Now here comes the news that due to various sanctions that the Venezuelan Oil Trade is facing, India could see the rise of oil prices in its domestic market and face the other trade deficit issues. The CARE ratings report that due to these sanctions India could feel the difference in its trade deficit. Due to this the exchange rate and the oil prices are expected to go up.
After Iraq, Saudi Arabia and Iran, the South American country is the fourth biggest exporter of crude oil to the Indian subcontinent. It supplies almost 12% of total oil exports to India. As of now, India meets its oil requirements of huge 80% through such imports. Therefore, even the slightest increase will impact the country’s economy.
The CARE reports explained that depending upon how much the oil industry needs, the rise in crude oil prices would decide the price increase. It could also impact fiscal breakeven oil prices which is important for the government when it frames the budget. If the oil price increases, India could face the economic burden amounting to approximately $1.6 billion.

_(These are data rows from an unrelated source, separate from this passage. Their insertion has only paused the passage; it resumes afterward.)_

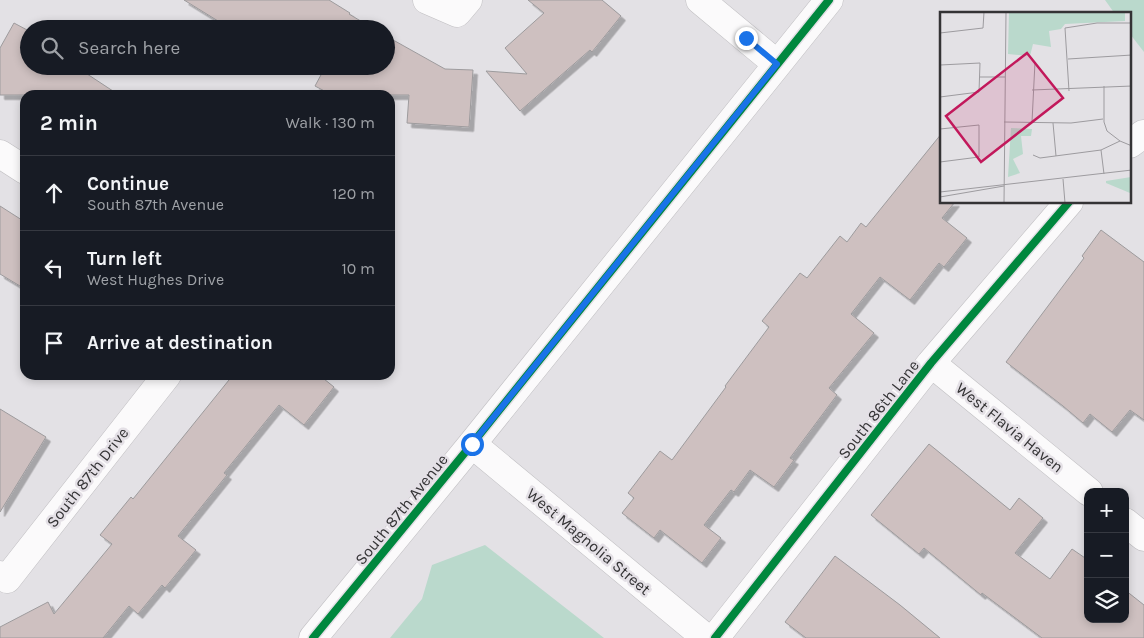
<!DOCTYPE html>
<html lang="en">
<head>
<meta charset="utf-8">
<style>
	:root { --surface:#171b24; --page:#242831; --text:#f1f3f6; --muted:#9ea1a6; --line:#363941 }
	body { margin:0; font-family:Karla,sans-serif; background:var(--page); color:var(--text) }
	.controls { position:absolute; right:15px; bottom:15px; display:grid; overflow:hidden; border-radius:10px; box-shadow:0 2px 8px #0003 }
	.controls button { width:45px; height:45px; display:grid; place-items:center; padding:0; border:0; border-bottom:1px solid var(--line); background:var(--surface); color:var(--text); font:25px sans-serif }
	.stop { position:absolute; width:15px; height:15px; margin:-11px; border:4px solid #1a73e8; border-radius:50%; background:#fff }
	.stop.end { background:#1a73e8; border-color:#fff; box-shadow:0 1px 5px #0008 }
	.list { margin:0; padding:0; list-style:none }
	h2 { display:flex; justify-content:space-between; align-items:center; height:65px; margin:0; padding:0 20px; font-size:21px }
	h2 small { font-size:16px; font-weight:400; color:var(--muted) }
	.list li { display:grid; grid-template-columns:32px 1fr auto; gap:15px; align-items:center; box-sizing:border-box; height:75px; padding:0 20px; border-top:1px solid var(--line) }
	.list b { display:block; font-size:19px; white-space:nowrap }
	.list p { margin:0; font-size:16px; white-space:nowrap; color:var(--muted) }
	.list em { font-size:16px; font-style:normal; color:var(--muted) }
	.icon { flex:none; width:28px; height:28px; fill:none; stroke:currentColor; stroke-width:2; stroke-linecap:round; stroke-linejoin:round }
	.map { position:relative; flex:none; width:1144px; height:638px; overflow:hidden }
	.search { position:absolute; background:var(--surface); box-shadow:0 2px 8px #0003; left:20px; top:20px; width:375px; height:55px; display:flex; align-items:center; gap:12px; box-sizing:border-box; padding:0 18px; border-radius:28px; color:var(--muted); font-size:19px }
	.panel { position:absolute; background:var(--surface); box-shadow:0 2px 8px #0003; left:20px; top:90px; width:375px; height:290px; border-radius:15px }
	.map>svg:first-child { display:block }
	.green { fill:#bad9cc }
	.building { fill:#cec0c0; stroke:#9d9b9d; filter:url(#shadow) }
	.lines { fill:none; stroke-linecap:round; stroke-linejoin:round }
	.minor-casing { stroke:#c0bfc2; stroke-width:29 }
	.minor { stroke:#fbfafb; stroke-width:28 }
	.cycleway-casing { stroke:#e4e0e6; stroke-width:11 }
	.cycleway { stroke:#00873e; stroke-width:8 }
	.route { stroke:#1a73e8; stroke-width:6 }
	.labels { text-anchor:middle; stroke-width:5; stroke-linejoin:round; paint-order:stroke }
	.street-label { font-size:16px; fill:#343335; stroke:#e4e0e6 }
	.inset-road { fill:none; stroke:#9d9b9f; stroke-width:1 }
	.view { fill:#c2185b; fill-opacity:0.15; stroke:#c2185b; stroke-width:2.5 }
	.inset-edge { fill:none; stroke:#343335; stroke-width:2.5 }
</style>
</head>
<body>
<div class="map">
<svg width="1144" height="638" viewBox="0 0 1144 638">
	<defs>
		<filter id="shadow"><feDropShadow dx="4.5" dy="4.5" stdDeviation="0" flood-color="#0004"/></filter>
	</defs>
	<rect width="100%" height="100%" fill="#e3e1e5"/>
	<path class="green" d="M1105,0H1144V52L1130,34V14H1115Z
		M485,545L604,638H390L422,599L432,565Z"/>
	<path class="building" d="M184,0H329L350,13L349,14L374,29H231Z
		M528,0H602L621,16L592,52L590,50L520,111L486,71L527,74L505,48L544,13Z
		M14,23L29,31V66H75L119,95H0V48Z
		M386,36L445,69L473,70L469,127L407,123L409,95H332L315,86L322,73L312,66H386Z
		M942,133V202H955L942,218L967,238L944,267L939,263L910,300L880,277L851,314L874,333L829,388L837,395L790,458L794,460L774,487L750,470L734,492L731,490L704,525L721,538L702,563L660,530L654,538L622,513L634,498L628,493L660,451L672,460L726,387L725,386L769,327L762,321L800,273L807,278L840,236L847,242L861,223L866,227Z
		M0,206L25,222V289L0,274Z
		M1101,230L1144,262V420L1130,410L1112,432L1090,414L1083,423L1063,406L1006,362L1084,258L1082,256Z
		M233,375H319L334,387L304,425L279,405L224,473L227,475L178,536L196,550L165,588L162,585L138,614L129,606L103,638H0V627L48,602L54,614L112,544L100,535L131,497L133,499Z
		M0,409L46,437L0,512Z
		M929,444L1010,510L1019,498L1043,518L1015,553L1050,579L1072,549L1088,560V619H1125V590L1144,605V638H1042L982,593L981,595L924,548L919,554L871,515Z
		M835,556L900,605L940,638H806L785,622Z"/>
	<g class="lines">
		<defs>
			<path id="minor" d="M427,0L457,13L468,0
				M700,0L777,64
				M1130,144L1143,134
				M0,154L25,170
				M931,363L1089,492
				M472,444L706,638
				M1125,522L1144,537
				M0,575L7,579L167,375
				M313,638L472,444L829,0
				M715,638L931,363L1069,202"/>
		</defs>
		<use href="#minor" class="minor-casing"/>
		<use href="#minor" class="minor"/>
		<defs>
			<path id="cycleway" d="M313,638L472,444L829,0
				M715,638L931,363L1069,202"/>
		</defs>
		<use href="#cycleway" class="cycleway-casing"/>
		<use href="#cycleway" class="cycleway"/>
	</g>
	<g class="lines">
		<path class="route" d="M472,444L777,64L746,38"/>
	</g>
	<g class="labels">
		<g class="street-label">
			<text transform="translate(878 409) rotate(-52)" y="6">South 86th Lane</text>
			<text transform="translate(1010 427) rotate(39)" y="6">West Flavia Haven</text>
			<text transform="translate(87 477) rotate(-52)" y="6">South 87th Drive</text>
			<text transform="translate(401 509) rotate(-51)" y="6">South 87th Avenue</text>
			<text transform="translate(589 541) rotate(40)" y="6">West Magnolia Street</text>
		</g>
	</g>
	<g transform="translate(940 12)">
		<rect width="191" height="191" fill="#e3e1e5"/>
		<path d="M69,0H185V9L125,12L121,17L109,19L111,35L93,32L90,44L68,42ZM71,116L92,117L91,124H81L83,142L73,147L80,161L68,165ZM191,165L190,181L166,171V169Z" fill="#bad9cc"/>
		<path class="inset-road" d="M0,21L43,16L44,0M128,47L192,43M0,53L40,51L39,80L0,85M40,65H65M164,74V110L167,119L180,129M92,78L192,74M129,79L125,16L157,11H192M64,110L131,111L163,107M92,110L95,50M113,111L116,144M0,117L39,113V145L0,150M161,138L164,162M93,143L100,146L161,138L180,129L192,134M123,167L125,191M0,180L192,158M0,185L64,174M64,191L66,0M129,191H161"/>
		<path class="view" d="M87,41L123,86L41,150L6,104Z"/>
		<rect width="191" height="191" class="inset-edge"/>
	</g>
</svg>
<div class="controls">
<button>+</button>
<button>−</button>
<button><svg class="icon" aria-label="layers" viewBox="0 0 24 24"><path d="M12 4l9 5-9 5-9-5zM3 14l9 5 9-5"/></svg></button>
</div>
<div class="stop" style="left:472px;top:444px"></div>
<div class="stop end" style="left:746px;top:38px"></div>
<div class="search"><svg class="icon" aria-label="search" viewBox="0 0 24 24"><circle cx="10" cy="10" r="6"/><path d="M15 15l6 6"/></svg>Search here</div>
<section class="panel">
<h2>2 min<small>Walk · 130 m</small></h2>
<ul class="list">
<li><svg class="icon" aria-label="ahead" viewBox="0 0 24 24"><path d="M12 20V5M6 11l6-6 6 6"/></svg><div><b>Continue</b><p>South 87th Avenue</p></div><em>120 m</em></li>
<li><svg class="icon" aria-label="left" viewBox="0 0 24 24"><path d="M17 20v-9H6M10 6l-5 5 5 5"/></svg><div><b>Turn left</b><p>West Hughes Drive</p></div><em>10 m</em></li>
<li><svg class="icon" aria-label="arrive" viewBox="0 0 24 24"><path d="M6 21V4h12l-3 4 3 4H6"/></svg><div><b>Arrive at destination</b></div></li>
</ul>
</section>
</div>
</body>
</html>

During December last year the OPEC and its counterparts had announced to cut down the oil production. Due to this, the oil prices had started becoming stable. Crude oil production entered the bear market during December last year. The prices had started prevailing since October 2018 and faced a sharp decline since then. The fall was mainly due to the US relaxing its various sanctions on Iran temporarily. It can also be attributed to the fact that the world had been facing a slow economy due to the ongoing trade war between China and the US.